*** Opening Dataset records ***

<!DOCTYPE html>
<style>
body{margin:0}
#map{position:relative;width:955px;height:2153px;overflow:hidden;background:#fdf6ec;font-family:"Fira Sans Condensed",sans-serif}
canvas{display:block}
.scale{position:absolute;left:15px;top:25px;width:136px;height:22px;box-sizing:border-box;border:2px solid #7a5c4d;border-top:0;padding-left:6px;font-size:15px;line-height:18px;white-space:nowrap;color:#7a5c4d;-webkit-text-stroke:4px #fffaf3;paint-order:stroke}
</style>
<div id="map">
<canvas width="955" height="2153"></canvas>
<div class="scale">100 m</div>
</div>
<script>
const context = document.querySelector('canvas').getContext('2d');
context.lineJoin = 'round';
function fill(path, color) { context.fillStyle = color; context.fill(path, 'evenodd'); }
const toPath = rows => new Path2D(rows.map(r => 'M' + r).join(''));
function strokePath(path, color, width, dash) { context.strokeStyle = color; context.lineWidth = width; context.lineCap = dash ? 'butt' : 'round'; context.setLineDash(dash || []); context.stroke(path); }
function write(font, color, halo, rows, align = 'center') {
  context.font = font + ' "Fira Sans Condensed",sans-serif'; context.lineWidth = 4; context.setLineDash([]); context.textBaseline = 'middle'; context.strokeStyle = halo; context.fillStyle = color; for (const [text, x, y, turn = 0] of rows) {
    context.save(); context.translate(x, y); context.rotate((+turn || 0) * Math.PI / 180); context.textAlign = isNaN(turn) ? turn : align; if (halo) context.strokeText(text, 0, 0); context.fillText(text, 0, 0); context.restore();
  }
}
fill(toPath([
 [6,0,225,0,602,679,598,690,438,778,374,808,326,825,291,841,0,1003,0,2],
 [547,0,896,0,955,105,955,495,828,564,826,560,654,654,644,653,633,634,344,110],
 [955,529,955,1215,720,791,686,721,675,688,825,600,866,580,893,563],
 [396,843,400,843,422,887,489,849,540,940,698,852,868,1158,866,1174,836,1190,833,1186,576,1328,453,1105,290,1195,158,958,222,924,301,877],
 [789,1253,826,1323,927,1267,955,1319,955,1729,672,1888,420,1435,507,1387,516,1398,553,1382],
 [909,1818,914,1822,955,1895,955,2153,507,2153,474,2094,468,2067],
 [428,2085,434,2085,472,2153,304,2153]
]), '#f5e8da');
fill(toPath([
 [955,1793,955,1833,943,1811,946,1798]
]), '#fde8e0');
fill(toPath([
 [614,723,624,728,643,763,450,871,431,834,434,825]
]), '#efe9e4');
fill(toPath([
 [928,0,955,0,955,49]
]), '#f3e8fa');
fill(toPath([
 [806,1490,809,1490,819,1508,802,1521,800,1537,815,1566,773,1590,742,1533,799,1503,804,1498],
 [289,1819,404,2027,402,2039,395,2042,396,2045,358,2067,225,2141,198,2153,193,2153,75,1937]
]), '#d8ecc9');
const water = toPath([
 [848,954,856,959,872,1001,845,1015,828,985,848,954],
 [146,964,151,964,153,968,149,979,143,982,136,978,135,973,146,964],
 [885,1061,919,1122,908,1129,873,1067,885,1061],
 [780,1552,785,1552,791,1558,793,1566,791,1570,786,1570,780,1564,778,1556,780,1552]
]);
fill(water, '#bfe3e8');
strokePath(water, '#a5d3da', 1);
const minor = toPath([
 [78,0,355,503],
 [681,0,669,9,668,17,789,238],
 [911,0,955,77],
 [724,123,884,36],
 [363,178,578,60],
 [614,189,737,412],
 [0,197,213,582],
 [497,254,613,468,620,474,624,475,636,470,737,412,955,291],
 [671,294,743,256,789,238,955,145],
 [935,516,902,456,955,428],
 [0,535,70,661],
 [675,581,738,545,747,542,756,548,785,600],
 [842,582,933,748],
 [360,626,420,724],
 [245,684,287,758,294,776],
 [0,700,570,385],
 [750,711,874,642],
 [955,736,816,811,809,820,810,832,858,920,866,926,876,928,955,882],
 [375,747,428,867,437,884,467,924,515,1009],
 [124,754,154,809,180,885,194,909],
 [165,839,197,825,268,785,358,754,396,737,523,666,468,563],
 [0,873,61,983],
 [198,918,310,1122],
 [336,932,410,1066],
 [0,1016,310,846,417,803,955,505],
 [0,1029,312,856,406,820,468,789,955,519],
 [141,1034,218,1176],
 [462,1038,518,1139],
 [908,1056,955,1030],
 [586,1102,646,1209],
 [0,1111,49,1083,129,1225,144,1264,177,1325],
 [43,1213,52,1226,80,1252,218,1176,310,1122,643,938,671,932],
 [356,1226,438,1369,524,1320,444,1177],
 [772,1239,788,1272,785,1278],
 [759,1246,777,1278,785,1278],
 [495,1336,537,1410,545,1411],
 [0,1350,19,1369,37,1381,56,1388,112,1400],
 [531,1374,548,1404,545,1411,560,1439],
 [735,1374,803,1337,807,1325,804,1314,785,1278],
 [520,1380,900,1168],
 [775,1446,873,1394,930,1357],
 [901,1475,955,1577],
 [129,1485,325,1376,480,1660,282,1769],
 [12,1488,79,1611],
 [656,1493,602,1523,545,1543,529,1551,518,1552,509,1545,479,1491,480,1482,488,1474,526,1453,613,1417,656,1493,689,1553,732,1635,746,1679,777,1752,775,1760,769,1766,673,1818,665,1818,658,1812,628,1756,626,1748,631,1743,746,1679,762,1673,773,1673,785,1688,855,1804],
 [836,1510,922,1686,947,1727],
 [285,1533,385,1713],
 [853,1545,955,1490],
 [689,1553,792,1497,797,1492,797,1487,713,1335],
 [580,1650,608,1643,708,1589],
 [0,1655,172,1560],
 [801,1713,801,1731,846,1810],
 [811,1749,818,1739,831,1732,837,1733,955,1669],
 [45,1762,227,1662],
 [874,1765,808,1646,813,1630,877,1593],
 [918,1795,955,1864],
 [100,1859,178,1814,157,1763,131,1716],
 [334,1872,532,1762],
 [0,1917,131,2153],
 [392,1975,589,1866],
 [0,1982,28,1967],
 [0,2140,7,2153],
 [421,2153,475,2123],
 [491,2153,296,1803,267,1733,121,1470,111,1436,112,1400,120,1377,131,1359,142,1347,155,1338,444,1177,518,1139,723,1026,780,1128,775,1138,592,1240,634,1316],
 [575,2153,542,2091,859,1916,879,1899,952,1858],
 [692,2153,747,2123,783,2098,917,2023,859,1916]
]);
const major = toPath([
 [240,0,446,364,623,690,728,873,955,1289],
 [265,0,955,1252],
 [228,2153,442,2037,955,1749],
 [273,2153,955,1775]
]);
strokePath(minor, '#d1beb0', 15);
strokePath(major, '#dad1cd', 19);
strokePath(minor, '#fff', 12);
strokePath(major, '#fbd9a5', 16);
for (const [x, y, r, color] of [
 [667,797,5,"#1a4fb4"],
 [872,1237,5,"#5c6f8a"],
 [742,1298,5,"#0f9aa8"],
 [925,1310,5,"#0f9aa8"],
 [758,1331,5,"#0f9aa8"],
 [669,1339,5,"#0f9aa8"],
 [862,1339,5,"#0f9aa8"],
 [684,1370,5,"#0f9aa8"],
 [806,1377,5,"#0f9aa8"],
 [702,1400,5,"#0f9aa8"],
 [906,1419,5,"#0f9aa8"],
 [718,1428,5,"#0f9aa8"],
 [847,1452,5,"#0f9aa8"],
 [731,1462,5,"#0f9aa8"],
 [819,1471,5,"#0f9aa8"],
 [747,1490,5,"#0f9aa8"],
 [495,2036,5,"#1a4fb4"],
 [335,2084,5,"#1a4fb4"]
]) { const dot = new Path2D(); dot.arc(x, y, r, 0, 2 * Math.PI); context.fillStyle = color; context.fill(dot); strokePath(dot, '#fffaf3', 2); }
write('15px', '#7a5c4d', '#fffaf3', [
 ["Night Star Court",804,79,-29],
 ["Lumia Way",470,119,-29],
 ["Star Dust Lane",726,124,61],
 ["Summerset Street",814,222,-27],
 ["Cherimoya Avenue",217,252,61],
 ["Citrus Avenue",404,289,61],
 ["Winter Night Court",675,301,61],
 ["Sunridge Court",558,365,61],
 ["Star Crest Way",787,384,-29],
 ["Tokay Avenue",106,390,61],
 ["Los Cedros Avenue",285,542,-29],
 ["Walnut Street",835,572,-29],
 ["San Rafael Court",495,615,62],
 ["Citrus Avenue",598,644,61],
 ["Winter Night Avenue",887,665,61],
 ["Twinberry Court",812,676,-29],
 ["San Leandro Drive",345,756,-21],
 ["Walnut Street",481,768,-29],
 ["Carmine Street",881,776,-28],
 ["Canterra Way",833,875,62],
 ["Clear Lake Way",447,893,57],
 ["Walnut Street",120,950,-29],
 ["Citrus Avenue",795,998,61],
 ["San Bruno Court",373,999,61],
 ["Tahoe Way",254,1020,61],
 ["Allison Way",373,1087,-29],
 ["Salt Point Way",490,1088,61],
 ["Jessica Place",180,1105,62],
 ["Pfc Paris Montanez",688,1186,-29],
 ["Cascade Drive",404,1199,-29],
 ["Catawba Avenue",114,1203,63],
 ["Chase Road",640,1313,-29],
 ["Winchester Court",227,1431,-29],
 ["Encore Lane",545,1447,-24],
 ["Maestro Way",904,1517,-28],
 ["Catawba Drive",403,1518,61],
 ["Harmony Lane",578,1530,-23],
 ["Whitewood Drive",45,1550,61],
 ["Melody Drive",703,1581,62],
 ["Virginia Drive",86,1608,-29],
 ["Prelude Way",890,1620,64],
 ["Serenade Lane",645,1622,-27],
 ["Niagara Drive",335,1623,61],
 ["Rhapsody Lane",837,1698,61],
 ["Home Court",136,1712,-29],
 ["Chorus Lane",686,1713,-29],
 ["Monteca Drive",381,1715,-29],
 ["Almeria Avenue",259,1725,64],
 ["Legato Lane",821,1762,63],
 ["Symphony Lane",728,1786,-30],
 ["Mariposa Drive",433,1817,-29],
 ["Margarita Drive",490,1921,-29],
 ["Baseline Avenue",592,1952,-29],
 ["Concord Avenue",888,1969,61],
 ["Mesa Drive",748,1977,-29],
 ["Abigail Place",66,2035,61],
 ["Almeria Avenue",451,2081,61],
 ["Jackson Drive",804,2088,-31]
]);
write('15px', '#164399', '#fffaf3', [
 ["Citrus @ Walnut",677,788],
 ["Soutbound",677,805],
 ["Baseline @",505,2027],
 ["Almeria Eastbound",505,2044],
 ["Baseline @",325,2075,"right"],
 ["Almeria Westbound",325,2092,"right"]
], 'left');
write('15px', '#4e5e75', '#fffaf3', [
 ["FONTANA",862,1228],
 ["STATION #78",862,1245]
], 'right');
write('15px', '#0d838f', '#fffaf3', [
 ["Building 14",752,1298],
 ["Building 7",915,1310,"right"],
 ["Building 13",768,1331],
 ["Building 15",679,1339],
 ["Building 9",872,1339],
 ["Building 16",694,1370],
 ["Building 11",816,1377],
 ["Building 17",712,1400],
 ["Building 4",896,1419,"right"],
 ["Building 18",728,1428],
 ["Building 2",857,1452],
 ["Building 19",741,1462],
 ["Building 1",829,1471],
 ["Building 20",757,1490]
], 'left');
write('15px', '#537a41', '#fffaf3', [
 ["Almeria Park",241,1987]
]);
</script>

*** Closing Dataset records ***

What you are asked to do
Lines of the material in which the word "strokeStyle" occurs are to be copied out.

Response to the task
function strokePath(path, color, width, dash) { context.strokeStyle = color; context.lineWidth = width; context.lineCap = dash ? 'butt' : 'round'; context.setLineDash(dash || []); context.stroke(path); }
  context.font = font + ' "Fira Sans Condensed",sans-serif'; context.lineWidth = 4; context.setLineDash([]); context.textBaseline = 'middle'; context.strokeStyle = halo; context.fillStyle = color; for (const [text, x, y, turn = 0] of rows) {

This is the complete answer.